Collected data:
--- START ---
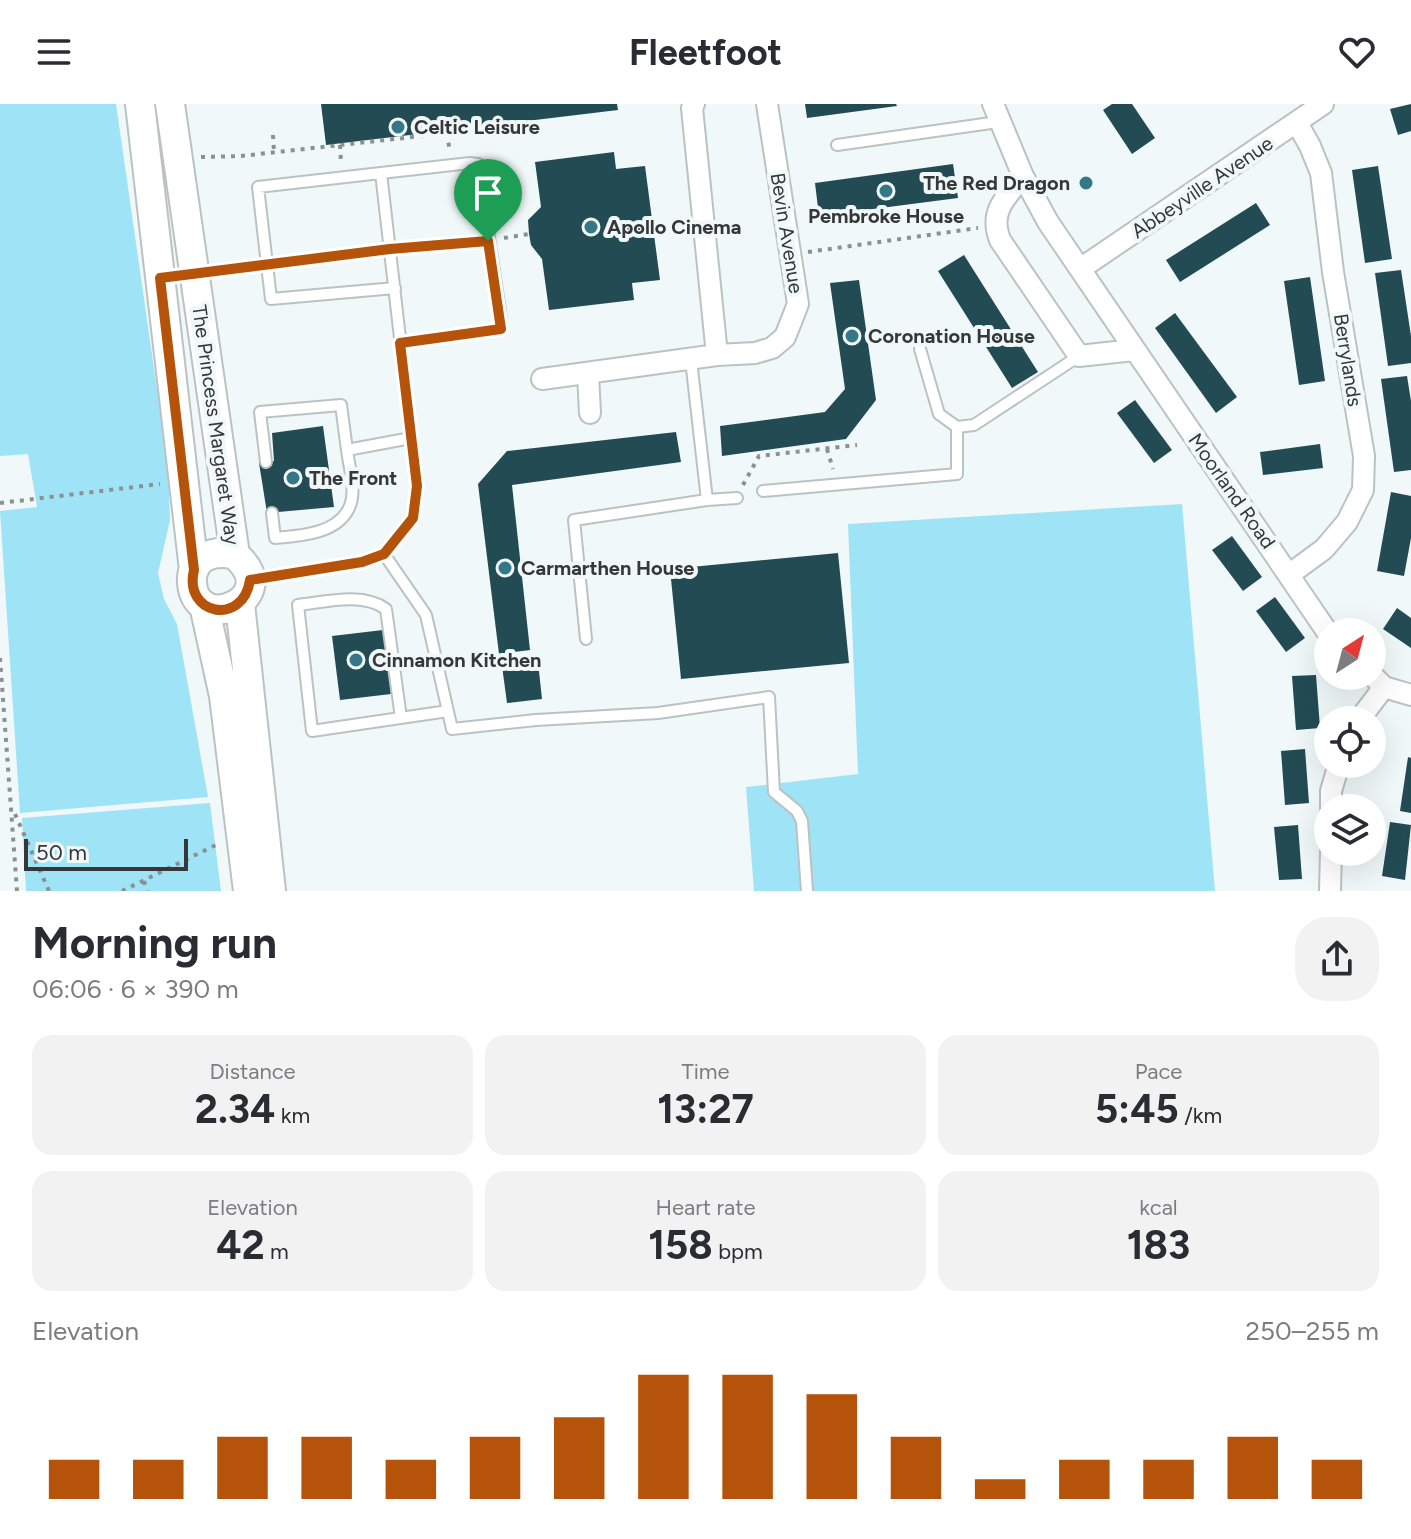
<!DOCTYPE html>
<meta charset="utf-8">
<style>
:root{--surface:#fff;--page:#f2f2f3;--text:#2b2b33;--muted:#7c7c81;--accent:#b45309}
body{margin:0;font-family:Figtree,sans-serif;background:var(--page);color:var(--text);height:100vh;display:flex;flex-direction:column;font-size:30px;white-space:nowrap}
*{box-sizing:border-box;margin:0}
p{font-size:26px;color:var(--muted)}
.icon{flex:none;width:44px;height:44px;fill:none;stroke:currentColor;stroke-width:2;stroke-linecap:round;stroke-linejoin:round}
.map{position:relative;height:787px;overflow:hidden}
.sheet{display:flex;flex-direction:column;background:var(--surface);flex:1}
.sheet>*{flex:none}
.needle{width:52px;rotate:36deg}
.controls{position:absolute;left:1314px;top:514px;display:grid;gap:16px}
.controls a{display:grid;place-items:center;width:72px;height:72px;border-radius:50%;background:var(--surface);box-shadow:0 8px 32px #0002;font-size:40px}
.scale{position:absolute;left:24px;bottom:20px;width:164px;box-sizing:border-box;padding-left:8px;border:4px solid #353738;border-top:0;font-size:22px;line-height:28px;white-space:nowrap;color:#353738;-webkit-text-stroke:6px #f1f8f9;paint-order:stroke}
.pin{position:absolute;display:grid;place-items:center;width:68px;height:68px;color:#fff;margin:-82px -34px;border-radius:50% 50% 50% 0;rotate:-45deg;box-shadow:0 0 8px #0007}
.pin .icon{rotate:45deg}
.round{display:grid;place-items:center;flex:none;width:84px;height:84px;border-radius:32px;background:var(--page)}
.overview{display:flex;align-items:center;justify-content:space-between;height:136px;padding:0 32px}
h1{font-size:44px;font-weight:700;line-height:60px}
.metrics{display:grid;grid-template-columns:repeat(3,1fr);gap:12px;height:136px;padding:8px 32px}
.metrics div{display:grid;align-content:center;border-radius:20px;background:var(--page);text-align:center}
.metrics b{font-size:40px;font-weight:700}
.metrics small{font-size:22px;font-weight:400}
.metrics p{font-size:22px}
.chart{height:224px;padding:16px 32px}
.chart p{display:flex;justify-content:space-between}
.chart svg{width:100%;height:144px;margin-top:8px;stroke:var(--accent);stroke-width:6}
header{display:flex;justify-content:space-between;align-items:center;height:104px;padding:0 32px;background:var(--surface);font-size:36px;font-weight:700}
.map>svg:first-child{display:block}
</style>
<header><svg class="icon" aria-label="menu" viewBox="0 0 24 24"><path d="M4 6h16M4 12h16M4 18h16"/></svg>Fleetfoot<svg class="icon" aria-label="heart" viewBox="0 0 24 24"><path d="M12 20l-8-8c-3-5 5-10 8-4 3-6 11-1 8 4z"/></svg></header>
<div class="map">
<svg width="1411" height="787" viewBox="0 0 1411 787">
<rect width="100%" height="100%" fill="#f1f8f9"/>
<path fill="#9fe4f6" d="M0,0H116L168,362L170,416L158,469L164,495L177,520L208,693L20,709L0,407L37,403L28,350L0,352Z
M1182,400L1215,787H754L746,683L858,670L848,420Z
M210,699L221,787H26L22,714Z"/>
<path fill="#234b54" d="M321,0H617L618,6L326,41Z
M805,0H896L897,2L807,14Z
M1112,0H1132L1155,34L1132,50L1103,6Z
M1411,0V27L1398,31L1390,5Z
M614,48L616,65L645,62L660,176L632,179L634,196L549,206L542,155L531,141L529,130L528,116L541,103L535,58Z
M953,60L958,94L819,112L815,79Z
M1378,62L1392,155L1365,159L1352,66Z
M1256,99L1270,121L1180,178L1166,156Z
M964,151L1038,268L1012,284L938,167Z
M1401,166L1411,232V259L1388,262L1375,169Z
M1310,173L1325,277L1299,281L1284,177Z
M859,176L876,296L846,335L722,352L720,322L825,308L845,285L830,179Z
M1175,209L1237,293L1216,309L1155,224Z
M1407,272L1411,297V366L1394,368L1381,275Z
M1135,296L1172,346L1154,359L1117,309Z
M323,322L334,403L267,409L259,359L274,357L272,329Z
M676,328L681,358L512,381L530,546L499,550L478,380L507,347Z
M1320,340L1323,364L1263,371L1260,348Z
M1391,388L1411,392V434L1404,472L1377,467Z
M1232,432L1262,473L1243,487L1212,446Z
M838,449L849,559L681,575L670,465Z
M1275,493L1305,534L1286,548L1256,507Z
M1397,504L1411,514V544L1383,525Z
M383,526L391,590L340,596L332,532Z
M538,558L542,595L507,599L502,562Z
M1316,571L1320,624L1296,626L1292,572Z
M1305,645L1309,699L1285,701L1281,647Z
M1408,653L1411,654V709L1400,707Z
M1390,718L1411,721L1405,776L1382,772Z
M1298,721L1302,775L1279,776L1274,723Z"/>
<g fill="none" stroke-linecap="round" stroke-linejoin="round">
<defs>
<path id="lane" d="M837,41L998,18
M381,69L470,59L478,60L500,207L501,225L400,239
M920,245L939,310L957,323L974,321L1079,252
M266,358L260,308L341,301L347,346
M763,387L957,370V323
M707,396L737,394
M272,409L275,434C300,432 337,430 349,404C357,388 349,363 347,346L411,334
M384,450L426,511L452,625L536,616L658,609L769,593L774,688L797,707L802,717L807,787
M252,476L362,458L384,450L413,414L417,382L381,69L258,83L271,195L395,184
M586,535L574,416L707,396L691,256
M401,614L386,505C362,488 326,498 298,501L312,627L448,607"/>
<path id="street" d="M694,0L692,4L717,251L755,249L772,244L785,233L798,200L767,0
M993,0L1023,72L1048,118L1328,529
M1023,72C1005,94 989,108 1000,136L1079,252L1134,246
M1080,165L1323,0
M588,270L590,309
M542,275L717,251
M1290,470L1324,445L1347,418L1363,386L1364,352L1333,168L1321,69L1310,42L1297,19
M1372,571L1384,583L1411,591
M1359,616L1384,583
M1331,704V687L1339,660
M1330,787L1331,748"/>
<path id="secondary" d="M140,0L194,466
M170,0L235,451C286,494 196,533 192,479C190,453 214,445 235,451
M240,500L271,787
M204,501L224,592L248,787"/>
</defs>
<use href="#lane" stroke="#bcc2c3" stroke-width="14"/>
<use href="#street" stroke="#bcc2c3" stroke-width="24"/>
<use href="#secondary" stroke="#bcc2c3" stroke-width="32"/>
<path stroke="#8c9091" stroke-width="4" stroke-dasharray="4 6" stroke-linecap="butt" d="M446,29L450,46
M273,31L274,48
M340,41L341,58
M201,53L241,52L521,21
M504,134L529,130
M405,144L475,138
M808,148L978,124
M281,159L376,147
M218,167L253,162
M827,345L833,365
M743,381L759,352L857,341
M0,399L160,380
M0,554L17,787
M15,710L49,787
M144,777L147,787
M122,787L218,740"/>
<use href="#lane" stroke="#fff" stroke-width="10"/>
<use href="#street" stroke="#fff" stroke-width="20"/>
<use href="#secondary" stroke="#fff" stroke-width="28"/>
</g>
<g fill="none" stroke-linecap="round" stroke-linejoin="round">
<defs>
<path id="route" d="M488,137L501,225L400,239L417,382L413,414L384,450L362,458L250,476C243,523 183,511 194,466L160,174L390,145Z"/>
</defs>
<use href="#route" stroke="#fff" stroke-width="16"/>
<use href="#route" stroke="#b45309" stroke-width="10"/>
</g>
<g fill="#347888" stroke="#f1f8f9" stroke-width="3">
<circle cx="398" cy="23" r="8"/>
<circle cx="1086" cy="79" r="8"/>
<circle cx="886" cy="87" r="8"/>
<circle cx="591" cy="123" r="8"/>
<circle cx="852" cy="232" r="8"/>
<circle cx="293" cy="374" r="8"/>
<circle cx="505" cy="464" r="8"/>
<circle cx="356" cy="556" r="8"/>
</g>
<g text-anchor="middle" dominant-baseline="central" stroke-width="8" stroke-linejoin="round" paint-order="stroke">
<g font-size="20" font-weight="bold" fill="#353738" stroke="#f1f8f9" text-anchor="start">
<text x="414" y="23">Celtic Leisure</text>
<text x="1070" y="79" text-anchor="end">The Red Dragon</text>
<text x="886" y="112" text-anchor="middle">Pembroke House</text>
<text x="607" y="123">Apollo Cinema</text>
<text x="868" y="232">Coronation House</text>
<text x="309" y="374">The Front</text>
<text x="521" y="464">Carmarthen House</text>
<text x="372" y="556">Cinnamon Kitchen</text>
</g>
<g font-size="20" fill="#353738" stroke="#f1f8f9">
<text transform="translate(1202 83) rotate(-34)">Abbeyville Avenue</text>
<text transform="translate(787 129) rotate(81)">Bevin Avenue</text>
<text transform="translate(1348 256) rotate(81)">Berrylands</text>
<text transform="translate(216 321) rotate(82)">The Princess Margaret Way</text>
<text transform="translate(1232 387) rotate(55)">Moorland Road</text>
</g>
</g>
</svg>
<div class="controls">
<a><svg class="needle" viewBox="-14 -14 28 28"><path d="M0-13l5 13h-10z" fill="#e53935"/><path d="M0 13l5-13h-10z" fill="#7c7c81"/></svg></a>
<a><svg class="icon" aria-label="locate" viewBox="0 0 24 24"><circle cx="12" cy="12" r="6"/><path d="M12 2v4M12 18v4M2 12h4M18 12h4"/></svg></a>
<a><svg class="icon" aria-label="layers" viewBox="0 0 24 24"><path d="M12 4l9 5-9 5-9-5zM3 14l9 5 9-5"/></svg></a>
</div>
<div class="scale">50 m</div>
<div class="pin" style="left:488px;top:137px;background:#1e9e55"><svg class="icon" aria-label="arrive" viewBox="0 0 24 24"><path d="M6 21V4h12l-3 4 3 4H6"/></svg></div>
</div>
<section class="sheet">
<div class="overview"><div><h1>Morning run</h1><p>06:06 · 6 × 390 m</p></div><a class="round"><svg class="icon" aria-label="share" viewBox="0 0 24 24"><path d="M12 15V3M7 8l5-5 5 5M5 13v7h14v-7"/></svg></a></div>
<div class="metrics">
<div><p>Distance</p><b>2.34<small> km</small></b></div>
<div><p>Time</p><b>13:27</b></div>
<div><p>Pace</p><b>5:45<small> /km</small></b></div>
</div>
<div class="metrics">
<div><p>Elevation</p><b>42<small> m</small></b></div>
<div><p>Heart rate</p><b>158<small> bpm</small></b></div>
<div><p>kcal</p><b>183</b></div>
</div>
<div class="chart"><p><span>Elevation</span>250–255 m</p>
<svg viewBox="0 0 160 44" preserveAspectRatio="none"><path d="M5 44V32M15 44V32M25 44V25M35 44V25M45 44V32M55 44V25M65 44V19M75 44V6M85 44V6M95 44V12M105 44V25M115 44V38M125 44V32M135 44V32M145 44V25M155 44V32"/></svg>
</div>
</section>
--- END ---
» **WORK TO COMPLETE**: List every line above containing the word "shadow".

» **EXERCISE ANSWER**:
.controls a{display:grid;place-items:center;width:72px;height:72px;border-radius:50%;background:var(--surface);box-shadow:0 8px 32px #0002;font-size:40px}
.pin{position:absolute;display:grid;place-items:center;width:68px;height:68px;color:#fff;margin:-82px -34px;border-radius:50% 50% 50% 0;rotate:-45deg;box-shadow:0 0 8px #0007}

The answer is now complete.